■ PROBLEM REQUIREMENTS
Whenever a line in the records below contains "compass", pick it out.

■ AVAILABLE RECORDS
..............................
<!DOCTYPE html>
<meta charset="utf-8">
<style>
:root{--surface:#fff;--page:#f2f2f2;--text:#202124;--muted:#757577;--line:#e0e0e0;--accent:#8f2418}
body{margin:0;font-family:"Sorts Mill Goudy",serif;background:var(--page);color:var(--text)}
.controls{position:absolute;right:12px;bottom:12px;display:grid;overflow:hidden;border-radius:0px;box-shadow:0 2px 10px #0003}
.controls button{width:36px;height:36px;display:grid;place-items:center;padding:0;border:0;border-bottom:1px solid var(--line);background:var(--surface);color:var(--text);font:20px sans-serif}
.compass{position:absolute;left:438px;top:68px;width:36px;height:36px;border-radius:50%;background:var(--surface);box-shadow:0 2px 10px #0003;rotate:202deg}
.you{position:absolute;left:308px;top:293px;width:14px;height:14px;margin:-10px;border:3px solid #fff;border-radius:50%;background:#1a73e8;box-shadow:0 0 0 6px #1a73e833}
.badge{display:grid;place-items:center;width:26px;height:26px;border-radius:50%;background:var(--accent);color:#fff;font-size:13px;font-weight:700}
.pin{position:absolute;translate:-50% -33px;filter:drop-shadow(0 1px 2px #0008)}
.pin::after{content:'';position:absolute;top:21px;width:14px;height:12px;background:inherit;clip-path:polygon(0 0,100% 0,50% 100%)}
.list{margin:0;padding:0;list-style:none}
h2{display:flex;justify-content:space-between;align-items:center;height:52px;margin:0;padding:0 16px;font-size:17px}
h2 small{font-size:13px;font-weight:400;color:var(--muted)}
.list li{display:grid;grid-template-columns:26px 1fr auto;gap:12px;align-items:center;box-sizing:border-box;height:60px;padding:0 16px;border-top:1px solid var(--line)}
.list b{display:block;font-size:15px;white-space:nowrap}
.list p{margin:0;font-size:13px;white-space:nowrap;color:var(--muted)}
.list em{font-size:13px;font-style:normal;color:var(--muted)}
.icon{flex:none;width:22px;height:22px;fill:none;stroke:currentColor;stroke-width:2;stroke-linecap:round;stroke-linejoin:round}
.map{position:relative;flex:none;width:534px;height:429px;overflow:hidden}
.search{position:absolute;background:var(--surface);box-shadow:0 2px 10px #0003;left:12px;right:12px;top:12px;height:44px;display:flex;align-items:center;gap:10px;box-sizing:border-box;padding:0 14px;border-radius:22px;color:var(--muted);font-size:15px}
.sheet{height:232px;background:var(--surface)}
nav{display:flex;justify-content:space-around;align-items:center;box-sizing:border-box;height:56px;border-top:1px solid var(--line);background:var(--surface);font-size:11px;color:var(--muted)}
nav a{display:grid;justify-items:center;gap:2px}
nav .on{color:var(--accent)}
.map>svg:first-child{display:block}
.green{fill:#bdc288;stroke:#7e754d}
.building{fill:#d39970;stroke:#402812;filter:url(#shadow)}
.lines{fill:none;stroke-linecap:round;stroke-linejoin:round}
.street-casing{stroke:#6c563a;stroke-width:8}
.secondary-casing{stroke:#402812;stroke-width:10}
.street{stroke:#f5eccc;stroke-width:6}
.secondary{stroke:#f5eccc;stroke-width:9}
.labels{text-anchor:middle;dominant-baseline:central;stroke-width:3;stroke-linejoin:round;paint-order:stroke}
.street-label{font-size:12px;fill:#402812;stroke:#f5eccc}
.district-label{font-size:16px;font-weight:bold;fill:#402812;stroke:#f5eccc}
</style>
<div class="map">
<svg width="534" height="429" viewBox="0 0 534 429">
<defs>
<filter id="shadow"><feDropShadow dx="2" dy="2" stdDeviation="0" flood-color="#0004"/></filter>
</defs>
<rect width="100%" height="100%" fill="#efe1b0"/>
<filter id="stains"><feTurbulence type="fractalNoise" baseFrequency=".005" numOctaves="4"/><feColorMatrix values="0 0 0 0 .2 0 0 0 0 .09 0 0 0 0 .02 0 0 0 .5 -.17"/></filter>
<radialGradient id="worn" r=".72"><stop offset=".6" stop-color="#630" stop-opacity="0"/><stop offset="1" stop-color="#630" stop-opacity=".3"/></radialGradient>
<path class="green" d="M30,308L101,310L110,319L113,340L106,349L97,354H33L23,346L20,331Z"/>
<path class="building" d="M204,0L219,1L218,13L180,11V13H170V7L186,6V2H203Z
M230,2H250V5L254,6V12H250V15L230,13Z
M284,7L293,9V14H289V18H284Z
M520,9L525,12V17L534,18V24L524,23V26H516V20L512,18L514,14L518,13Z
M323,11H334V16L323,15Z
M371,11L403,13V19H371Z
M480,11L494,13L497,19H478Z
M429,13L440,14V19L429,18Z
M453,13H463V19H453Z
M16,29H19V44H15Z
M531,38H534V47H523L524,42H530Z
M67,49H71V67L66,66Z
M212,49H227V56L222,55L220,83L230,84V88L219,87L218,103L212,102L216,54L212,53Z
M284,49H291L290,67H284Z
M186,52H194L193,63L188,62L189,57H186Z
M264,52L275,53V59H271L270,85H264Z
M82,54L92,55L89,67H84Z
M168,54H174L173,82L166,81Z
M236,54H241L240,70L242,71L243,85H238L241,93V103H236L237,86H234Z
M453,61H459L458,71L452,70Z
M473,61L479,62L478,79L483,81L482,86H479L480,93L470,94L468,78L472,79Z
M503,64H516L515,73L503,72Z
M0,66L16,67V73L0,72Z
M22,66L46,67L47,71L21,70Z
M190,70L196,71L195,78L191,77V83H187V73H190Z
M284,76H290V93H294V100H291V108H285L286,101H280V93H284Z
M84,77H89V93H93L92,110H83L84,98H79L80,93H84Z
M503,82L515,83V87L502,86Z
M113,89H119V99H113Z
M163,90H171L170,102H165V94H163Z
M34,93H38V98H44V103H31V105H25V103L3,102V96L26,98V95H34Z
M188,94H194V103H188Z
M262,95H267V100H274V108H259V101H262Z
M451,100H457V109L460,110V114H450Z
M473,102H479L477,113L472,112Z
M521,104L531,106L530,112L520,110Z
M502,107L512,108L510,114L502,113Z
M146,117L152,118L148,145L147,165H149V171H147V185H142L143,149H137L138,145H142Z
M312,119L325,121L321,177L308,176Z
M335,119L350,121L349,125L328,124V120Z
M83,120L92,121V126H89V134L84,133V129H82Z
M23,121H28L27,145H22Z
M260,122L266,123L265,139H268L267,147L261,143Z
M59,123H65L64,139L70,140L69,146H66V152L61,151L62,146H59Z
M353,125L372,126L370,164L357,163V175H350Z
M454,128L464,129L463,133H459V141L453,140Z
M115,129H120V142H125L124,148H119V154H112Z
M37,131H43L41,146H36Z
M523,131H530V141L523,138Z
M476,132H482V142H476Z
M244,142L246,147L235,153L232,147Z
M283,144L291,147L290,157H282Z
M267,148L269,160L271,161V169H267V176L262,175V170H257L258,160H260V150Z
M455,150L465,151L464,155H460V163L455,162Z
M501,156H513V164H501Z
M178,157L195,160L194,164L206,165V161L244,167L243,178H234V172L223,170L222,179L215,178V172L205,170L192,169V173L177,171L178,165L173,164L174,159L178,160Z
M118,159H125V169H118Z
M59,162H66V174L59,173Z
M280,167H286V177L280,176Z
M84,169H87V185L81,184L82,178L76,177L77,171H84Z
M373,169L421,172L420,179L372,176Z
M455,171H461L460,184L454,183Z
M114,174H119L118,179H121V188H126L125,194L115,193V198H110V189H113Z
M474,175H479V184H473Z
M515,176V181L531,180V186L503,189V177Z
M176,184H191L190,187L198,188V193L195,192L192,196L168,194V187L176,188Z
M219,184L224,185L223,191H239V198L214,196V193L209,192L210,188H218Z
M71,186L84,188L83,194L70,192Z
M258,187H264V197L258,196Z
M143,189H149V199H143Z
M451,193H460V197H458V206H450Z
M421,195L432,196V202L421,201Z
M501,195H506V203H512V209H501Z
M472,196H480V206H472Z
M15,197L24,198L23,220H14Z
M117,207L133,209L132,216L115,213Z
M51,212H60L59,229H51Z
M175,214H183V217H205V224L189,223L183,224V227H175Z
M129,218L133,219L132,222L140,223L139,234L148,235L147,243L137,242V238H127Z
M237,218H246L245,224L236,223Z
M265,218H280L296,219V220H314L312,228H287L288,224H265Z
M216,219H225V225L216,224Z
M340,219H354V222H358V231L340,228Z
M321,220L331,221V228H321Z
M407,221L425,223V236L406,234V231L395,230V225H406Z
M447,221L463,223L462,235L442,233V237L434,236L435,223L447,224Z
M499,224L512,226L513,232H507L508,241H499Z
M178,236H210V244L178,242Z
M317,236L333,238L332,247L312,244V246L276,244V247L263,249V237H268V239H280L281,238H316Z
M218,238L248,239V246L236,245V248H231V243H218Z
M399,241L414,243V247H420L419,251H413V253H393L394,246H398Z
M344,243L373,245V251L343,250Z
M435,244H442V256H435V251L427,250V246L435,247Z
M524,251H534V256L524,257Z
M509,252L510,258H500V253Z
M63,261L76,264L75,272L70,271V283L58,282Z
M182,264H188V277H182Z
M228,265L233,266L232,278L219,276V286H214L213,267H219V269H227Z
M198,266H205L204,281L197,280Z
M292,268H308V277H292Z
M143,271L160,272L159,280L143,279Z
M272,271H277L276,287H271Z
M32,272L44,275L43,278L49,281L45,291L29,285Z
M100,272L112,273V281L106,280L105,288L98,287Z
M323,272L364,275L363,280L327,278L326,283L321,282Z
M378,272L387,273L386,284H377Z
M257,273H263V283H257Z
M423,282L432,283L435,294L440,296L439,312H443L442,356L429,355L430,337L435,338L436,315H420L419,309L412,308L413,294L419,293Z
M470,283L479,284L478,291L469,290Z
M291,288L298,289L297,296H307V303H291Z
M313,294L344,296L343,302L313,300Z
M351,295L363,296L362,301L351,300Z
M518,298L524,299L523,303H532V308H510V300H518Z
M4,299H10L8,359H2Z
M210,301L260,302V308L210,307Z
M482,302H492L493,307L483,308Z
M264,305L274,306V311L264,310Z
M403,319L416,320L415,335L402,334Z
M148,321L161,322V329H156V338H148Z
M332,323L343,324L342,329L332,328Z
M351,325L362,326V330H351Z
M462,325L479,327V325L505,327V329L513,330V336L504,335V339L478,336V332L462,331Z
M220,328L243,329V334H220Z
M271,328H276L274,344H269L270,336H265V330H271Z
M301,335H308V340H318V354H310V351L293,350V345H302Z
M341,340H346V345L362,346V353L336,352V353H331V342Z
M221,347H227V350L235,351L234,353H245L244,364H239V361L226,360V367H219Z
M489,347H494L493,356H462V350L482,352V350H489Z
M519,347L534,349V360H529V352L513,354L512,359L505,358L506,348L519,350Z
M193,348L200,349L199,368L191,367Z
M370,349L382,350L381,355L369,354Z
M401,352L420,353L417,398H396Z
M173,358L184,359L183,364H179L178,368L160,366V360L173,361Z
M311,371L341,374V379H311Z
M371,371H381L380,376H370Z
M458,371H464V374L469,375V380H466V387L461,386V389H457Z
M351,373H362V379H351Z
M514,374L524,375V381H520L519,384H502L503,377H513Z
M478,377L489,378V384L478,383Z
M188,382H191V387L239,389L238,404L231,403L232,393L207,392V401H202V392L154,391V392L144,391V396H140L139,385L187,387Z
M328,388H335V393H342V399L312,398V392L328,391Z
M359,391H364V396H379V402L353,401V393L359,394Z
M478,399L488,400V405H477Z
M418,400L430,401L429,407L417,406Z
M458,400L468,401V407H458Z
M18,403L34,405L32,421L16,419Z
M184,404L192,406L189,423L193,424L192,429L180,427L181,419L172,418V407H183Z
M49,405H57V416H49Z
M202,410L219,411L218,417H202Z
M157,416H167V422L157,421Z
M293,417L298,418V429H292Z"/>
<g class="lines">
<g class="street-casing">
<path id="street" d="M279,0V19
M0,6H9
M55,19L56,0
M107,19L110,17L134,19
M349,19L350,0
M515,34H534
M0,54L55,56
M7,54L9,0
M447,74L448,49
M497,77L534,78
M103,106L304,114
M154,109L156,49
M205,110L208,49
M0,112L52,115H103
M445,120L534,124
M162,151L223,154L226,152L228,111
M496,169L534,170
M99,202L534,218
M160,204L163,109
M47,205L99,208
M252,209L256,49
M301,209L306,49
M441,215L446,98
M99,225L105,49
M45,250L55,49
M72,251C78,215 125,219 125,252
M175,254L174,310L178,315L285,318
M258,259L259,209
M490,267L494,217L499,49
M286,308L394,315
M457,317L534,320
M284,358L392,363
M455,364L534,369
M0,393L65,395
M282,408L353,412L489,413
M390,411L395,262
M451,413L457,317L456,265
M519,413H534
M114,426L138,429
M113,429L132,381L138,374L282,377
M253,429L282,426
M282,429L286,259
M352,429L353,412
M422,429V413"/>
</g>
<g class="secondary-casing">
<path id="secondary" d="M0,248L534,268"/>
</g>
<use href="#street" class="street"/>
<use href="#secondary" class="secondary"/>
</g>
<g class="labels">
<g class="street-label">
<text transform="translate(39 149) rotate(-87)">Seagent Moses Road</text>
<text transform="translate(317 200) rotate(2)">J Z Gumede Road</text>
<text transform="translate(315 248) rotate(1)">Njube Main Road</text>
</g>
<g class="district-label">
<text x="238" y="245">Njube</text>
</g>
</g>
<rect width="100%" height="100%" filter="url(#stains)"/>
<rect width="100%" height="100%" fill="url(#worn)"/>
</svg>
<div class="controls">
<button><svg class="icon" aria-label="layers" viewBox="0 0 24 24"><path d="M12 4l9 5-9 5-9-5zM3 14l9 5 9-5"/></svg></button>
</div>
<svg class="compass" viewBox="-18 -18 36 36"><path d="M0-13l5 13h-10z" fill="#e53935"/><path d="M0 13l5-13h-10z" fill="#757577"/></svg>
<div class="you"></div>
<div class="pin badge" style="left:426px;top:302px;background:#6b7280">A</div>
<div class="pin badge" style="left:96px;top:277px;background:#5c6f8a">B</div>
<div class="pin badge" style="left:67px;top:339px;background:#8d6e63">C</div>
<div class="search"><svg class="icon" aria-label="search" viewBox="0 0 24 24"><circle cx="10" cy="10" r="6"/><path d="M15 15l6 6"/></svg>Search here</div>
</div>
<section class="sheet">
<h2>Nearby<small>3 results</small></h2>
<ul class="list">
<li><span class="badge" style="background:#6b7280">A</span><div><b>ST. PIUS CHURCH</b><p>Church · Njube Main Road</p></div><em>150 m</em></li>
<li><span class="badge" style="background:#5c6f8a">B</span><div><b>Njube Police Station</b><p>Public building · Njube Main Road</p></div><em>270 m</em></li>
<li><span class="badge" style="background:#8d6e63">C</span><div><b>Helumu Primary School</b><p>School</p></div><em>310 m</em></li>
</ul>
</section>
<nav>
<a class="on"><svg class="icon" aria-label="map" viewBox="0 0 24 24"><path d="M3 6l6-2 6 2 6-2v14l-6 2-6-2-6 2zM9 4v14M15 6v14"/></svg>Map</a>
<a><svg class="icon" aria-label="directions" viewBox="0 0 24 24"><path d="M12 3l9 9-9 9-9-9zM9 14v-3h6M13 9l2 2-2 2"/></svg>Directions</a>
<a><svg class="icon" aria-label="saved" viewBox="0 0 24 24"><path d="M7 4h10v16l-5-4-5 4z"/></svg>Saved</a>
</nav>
..............................
■ WRITTEN ANSWER
.compass{position:absolute;left:438px;top:68px;width:36px;height:36px;border-radius:50%;background:var(--surface);box-shadow:0 2px 10px #0003;rotate:202deg}
<svg class="compass" viewBox="-18 -18 36 36"><path d="M0-13l5 13h-10z" fill="#e53935"/><path d="M0 13l5-13h-10z" fill="#757577"/></svg>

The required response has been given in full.